Por Max Colodrofilósofo y analista político
Estos son tiempos de alta volatilidad en términos de percepción pública. Sin ir más lejos, un mensaje presidencial bien elaborado y una cadena emocional en horario de máxima audiencia fueron suficientes para que la encuesta semanal de Cadem mostrara que el apoyo al presidente Boric saltó 8 puntos y la desaprobación cayó 10. Paralelamente, el mismo estudio muestra que la brecha entre las opciones de Rechazo y Aprobación en el plebiscito de salida se acortaron de 8 puntos a 3, dejando un eventual empate estadístico. En definitiva, el discurso del 1 de junio tuvo impactos relevantes, generados por los éxitos comunicativos, lo que confirma un escenario donde aún son posibles.
Varios aspectos asociados a esta lógica se han consolidado en los últimos tiempos; entre ellos, la capacidad discursiva de Gabriel Boric, una baza política a la que recurre el gobierno en momentos difíciles y aún le permite sortearlos. Otro, la conexión simbiótica entre la evaluación del gobierno y su incidencia en la aprobación o rechazo del proceso constituyente. En otras palabras, para un segmento importante de la ciudadanía, la gestión del Ejecutivo y el trabajo de la Convención siguen siendo dos caras de una misma moneda, dimensiones convergentes de un mismo proyecto transformador.
Finalmente, el hecho de que cualquier recuperación del gobierno puede ser igualmente efímera, pero, al menos hasta ahora, da cuenta de una expectativa latente, que se mantiene viva en varios segmentos; sectores que desde el estallido social depositaron sus esperanzas en un ciclo de cambios y que reactivan su confianza ante determinados estímulos.
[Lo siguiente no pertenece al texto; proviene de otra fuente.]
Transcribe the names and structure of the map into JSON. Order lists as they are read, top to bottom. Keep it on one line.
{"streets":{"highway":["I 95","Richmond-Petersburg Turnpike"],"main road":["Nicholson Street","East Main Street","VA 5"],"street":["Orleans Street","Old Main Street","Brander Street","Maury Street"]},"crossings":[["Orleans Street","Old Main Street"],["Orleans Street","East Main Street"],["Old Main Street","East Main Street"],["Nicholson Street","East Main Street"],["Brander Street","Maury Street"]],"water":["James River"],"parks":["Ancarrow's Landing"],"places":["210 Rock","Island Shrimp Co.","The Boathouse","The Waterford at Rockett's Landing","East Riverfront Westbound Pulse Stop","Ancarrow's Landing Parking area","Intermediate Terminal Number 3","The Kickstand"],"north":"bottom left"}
La encuesta de la CEP también mostró esta semana que la gente en general es pesimista sobre la economía, pero que todavía hay un margen de fe e ilusión sobre los procesos políticos en marcha, que aflora cuando se tocan algunas teclas.
La persistencia de este sustrato de expectativas es, en última instancia, lo que hace que el Aprobatorio aún tenga la primera oportunidad de ganar el plebiscito del 4 de septiembre; quizás por un estrecho margen, que volverá a dividir al país en mitades más o menos iguales, pero donde las esperanzas incubadas a partir del estallido social serán la línea divisoria. Porque, además, el deterioro de la seguridad y el orden público en estos años, sumado a los devastadores efectos emocionales de la pandemia, requieren cierta contención; y sentir que todos los costos y sacrificios de la última vez tuvieron algún sentido es algo que está presente en un sector no menor de la población.
Si, por el contrario, el Rechazo acaba imponiéndose, significará que el miedo y la inseguridad acabaron siendo más fuertes, que la incertidumbre política e institucional acabó traspasando esos umbrales que llevan a la gente a poner el pie en el freno; buscar alternativas más moderadas, para asegurar un piso de estabilidad y certidumbre, especialmente en tiempos de crisis económica.